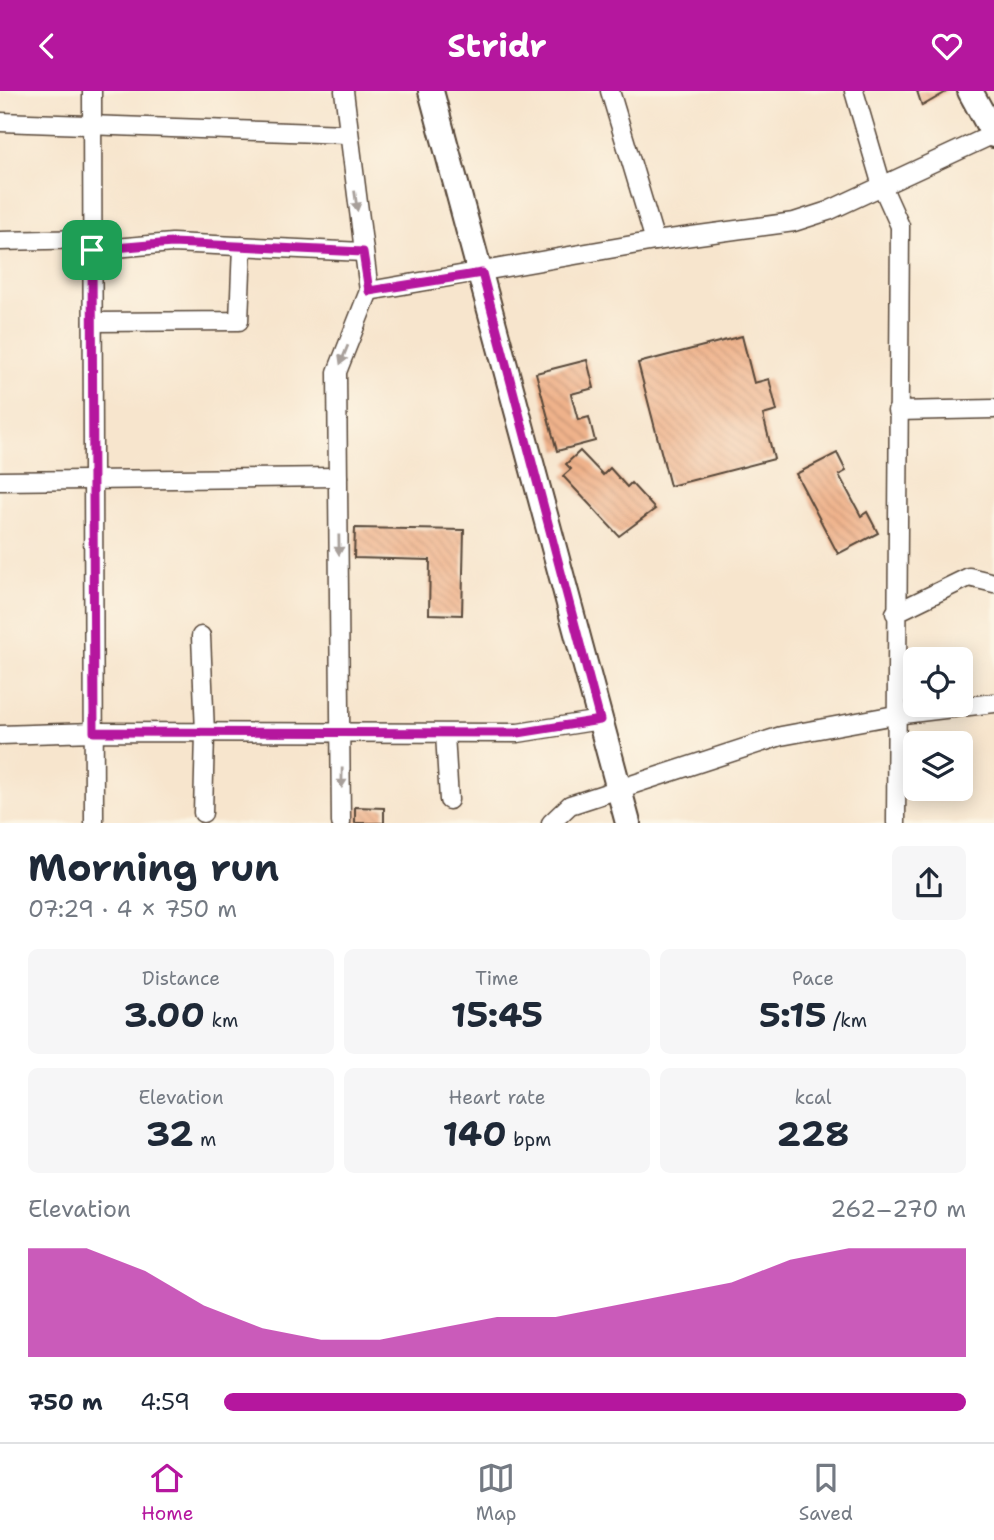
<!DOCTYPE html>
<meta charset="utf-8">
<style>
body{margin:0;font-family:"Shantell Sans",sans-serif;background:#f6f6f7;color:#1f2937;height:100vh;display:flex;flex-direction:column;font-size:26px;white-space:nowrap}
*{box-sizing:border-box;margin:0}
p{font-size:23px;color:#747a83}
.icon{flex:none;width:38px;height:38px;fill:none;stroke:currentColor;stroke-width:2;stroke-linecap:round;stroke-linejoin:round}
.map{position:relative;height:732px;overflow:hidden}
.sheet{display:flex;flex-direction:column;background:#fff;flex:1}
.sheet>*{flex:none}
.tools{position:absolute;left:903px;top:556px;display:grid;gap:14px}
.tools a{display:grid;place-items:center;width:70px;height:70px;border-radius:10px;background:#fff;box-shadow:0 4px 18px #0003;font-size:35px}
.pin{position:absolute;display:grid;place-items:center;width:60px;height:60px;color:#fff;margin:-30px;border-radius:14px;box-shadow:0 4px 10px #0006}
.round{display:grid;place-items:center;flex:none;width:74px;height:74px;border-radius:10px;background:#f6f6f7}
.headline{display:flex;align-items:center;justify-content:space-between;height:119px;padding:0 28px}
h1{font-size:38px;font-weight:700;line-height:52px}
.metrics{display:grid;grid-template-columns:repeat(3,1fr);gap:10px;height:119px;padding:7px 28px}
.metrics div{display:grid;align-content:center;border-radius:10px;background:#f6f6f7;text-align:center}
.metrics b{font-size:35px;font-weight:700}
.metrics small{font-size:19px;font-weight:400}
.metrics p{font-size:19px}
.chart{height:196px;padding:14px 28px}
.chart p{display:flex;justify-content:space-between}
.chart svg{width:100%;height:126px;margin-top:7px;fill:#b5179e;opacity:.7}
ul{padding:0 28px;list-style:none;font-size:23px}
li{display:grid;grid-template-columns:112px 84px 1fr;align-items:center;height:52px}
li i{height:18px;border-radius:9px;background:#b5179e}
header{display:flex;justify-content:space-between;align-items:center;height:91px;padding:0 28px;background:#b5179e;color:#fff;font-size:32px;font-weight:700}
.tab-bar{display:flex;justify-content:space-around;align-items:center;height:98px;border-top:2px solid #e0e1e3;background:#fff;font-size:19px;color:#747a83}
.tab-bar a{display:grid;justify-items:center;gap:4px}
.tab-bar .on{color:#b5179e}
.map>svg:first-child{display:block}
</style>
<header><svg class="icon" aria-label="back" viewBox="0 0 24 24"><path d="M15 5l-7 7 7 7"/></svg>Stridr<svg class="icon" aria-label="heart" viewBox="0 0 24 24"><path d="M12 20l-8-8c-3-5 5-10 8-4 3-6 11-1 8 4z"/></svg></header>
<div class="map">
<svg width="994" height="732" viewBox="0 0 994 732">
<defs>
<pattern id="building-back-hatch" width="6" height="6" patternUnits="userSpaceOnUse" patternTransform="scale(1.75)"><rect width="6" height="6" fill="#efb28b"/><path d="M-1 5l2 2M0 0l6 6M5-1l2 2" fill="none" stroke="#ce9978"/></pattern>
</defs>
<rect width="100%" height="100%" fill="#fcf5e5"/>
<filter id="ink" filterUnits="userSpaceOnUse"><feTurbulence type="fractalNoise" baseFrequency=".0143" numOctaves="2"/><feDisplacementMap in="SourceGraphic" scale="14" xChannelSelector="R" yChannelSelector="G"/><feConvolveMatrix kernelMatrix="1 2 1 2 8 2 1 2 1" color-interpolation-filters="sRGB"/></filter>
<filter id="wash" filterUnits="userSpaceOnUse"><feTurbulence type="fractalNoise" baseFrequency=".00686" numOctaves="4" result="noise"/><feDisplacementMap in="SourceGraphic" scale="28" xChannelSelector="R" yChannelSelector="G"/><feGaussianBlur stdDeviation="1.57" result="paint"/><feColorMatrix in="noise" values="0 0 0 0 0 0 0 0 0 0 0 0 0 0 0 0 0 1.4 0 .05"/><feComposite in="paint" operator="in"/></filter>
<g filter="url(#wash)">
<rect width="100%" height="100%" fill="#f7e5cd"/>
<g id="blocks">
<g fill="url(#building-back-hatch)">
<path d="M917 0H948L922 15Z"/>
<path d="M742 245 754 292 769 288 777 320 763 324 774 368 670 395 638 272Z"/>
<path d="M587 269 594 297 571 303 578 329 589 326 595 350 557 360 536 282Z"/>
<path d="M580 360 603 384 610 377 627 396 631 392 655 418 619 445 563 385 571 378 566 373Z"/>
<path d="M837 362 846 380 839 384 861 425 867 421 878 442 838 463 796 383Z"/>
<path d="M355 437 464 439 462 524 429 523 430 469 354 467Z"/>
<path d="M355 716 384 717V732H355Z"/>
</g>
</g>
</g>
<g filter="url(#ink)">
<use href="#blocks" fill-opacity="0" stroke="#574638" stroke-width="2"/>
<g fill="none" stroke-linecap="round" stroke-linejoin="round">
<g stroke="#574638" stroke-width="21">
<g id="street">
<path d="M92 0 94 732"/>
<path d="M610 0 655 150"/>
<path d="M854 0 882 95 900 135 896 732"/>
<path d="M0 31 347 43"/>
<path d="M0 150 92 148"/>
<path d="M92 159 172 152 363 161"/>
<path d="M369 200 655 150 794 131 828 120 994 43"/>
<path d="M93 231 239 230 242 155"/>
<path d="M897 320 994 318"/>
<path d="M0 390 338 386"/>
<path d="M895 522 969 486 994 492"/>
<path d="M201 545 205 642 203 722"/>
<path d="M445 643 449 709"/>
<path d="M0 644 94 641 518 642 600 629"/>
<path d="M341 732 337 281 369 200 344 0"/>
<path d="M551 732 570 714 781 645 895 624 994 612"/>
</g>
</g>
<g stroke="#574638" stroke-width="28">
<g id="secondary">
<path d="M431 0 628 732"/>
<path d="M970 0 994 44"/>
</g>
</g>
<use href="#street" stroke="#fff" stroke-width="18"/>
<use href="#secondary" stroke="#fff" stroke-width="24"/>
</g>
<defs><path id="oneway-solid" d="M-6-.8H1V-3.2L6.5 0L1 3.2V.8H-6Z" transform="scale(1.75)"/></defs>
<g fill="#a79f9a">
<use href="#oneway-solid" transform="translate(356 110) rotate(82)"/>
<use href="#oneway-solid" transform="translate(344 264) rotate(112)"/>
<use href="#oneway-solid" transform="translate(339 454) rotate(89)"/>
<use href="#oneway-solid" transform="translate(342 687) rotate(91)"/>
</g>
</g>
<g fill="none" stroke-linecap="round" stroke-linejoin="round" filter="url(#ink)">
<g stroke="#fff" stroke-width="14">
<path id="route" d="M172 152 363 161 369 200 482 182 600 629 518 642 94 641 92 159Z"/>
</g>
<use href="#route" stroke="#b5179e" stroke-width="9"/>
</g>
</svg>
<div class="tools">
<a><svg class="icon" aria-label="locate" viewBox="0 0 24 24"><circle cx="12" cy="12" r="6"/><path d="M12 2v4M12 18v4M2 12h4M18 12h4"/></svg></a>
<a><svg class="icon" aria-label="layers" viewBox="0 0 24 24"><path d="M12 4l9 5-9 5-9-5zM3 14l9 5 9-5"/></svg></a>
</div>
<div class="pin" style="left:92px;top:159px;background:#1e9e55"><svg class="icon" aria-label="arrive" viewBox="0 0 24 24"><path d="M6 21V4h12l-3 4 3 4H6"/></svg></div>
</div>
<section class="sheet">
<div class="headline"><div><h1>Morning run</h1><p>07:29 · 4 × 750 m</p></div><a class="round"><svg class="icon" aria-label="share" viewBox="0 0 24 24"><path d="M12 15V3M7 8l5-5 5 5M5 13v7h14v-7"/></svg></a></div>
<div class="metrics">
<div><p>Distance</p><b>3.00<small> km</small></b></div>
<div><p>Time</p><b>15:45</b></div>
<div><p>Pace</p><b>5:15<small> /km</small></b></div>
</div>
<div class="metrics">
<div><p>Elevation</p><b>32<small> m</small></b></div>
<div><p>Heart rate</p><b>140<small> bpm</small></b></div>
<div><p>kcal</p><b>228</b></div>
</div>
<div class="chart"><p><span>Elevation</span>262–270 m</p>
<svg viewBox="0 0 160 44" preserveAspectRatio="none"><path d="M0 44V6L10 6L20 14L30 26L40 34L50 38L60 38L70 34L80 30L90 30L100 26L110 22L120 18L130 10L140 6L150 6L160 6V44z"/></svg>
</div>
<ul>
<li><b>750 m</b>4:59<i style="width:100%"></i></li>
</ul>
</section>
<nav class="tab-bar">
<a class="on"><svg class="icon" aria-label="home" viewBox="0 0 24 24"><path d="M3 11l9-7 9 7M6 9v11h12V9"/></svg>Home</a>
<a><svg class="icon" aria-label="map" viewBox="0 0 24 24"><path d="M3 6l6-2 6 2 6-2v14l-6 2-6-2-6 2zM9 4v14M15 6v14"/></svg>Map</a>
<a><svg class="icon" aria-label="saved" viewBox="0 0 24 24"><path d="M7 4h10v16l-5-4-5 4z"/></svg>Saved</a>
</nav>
——
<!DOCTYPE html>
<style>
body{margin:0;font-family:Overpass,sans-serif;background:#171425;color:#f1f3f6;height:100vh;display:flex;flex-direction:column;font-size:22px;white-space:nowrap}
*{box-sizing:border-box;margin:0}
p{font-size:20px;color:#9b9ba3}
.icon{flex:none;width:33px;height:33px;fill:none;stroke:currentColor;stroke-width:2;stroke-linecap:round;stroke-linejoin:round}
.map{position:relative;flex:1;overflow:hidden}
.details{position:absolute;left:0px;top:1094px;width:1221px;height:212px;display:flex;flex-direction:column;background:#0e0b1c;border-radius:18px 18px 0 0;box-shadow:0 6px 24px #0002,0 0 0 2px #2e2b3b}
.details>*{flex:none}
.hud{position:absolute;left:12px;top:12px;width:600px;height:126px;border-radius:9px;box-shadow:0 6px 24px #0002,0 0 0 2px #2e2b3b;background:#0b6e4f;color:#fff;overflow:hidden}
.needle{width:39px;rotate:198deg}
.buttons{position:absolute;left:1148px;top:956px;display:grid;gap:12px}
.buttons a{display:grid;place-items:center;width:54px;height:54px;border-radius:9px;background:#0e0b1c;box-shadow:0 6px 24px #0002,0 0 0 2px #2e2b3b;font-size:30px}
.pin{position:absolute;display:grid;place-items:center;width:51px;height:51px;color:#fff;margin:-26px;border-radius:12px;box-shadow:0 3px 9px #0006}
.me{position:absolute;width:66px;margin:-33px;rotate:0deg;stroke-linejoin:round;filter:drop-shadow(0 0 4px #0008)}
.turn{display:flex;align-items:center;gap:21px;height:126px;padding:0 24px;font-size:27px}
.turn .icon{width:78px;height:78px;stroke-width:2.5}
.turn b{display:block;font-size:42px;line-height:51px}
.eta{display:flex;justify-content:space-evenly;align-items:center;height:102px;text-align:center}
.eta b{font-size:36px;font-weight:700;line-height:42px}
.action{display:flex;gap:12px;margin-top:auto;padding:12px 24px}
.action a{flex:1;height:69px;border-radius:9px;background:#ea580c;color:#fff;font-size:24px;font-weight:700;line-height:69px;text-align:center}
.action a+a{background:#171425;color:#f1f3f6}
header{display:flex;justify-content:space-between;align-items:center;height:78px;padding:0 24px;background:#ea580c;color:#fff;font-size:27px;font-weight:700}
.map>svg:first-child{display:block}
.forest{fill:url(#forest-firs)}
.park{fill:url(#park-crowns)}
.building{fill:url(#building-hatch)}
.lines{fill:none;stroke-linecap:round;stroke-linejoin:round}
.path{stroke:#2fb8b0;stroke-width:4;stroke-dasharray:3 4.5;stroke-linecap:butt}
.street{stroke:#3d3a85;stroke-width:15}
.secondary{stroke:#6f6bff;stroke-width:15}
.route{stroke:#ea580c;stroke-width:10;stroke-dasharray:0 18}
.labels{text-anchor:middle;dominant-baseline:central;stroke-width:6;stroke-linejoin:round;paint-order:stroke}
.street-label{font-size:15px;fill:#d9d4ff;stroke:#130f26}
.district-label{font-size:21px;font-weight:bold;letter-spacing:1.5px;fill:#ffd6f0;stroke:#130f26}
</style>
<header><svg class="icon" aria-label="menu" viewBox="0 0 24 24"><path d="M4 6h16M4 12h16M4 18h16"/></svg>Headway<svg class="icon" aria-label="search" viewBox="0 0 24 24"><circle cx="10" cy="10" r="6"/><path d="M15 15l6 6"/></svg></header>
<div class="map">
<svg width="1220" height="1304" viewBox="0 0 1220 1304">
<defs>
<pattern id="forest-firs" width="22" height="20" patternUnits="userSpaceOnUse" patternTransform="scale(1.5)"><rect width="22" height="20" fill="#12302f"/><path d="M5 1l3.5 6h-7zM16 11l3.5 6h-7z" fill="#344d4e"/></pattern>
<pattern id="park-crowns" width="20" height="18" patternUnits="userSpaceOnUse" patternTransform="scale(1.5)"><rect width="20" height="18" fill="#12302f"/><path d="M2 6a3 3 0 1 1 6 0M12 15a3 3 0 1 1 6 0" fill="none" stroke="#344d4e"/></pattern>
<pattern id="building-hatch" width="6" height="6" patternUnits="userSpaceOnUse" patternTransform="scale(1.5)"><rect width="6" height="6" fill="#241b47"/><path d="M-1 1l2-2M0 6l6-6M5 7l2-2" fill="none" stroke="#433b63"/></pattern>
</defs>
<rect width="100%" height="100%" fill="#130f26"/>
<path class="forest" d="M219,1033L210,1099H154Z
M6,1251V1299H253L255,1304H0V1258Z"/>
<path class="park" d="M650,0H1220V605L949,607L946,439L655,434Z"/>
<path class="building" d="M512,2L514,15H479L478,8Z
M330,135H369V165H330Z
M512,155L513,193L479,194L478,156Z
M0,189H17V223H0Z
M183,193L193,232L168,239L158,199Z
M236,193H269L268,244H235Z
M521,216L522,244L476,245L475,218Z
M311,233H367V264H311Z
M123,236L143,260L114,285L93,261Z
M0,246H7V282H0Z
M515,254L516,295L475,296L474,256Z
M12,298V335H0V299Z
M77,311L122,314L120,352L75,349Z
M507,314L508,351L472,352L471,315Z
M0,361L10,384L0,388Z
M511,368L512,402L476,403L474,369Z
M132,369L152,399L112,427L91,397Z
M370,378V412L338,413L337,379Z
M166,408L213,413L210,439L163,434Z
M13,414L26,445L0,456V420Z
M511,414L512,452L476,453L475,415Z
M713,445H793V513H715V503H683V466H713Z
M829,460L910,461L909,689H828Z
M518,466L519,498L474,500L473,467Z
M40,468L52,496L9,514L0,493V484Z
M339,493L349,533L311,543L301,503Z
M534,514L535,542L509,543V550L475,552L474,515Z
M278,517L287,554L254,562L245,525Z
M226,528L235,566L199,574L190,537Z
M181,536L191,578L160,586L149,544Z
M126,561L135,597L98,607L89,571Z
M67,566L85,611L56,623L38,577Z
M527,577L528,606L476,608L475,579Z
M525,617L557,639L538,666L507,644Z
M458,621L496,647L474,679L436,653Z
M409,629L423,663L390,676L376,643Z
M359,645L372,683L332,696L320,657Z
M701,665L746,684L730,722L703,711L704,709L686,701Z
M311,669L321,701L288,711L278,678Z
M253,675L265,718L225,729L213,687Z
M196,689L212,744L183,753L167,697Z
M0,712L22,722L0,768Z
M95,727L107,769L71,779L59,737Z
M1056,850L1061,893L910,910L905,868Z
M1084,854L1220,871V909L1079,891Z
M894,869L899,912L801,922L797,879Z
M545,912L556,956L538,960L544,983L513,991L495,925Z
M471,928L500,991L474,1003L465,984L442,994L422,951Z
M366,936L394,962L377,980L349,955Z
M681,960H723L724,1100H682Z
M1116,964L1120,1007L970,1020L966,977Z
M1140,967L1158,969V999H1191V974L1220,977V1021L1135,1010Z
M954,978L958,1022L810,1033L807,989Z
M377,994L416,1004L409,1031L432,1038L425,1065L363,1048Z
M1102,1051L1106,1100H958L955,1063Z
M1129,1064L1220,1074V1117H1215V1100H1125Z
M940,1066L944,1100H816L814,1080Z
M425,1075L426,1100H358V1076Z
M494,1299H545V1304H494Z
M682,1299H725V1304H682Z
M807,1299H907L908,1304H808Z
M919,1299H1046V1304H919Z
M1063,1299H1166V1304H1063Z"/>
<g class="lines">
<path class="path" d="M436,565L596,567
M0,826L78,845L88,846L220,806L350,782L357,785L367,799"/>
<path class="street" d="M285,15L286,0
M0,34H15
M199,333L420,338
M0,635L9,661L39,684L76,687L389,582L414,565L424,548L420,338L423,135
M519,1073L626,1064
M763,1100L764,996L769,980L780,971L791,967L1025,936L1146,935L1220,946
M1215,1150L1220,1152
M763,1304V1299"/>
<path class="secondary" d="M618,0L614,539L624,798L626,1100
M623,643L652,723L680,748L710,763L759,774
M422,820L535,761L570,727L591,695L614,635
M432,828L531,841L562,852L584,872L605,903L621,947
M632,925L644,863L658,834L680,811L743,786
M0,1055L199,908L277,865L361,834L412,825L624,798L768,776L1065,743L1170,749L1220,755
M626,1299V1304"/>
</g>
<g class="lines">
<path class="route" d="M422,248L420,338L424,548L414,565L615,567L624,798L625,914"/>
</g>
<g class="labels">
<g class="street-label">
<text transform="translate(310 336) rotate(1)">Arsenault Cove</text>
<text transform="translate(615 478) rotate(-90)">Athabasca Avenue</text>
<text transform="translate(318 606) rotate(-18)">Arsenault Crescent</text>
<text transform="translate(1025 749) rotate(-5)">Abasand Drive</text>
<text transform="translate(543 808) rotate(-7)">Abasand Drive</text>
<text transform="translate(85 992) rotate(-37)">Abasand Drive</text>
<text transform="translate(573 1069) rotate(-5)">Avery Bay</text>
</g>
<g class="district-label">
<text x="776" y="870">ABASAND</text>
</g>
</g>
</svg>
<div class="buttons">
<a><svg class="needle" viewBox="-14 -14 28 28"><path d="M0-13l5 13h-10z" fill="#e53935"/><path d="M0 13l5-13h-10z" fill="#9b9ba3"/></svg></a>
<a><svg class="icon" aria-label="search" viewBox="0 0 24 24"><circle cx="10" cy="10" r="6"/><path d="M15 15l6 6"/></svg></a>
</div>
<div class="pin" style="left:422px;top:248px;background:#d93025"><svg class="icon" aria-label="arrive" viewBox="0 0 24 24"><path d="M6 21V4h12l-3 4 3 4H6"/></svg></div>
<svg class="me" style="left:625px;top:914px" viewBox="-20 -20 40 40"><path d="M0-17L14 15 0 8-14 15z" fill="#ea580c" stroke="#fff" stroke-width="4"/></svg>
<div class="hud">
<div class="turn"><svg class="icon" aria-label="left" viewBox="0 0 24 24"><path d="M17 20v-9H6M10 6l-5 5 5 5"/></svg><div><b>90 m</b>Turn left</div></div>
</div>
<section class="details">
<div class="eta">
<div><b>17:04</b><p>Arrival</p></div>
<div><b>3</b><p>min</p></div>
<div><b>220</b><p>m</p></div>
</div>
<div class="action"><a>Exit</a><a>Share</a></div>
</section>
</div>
——
• _TASK BRIEF_
Above are the records; repeat exactly the lines from the one holding "M1056,850L1061,893L910,910L905,868Z" down to the one holding "M632,925L644,863L658,834L680,811L743,786", end lines included.

• _RESULT OF THE TASK_
M1056,850L1061,893L910,910L905,868Z
M1084,854L1220,871V909L1079,891Z
M894,869L899,912L801,922L797,879Z
M545,912L556,956L538,960L544,983L513,991L495,925Z
M471,928L500,991L474,1003L465,984L442,994L422,951Z
M366,936L394,962L377,980L349,955Z
M681,960H723L724,1100H682Z
M1116,964L1120,1007L970,1020L966,977Z
M1140,967L1158,969V999H1191V974L1220,977V1021L1135,1010Z
M954,978L958,1022L810,1033L807,989Z
M377,994L416,1004L409,1031L432,1038L425,1065L363,1048Z
M1102,1051L1106,1100H958L955,1063Z
M1129,1064L1220,1074V1117H1215V1100H1125Z
M940,1066L944,1100H816L814,1080Z
M425,1075L426,1100H358V1076Z
M494,1299H545V1304H494Z
M682,1299H725V1304H682Z
M807,1299H907L908,1304H808Z
M919,1299H1046V1304H919Z
M1063,1299H1166V1304H1063Z"/>
<g class="lines">
<path class="path" d="M436,565L596,567
M0,826L78,845L88,846L220,806L350,782L357,785L367,799"/>
<path class="street" d="M285,15L286,0
M0,34H15
M199,333L420,338
M0,635L9,661L39,684L76,687L389,582L414,565L424,548L420,338L423,135
M519,1073L626,1064
M763,1100L764,996L769,980L780,971L791,967L1025,936L1146,935L1220,946
M1215,1150L1220,1152
M763,1304V1299"/>
<path class="secondary" d="M618,0L614,539L624,798L626,1100
M623,643L652,723L680,748L710,763L759,774
M422,820L535,761L570,727L591,695L614,635
M432,828L531,841L562,852L584,872L605,903L621,947
M632,925L644,863L658,834L680,811L743,786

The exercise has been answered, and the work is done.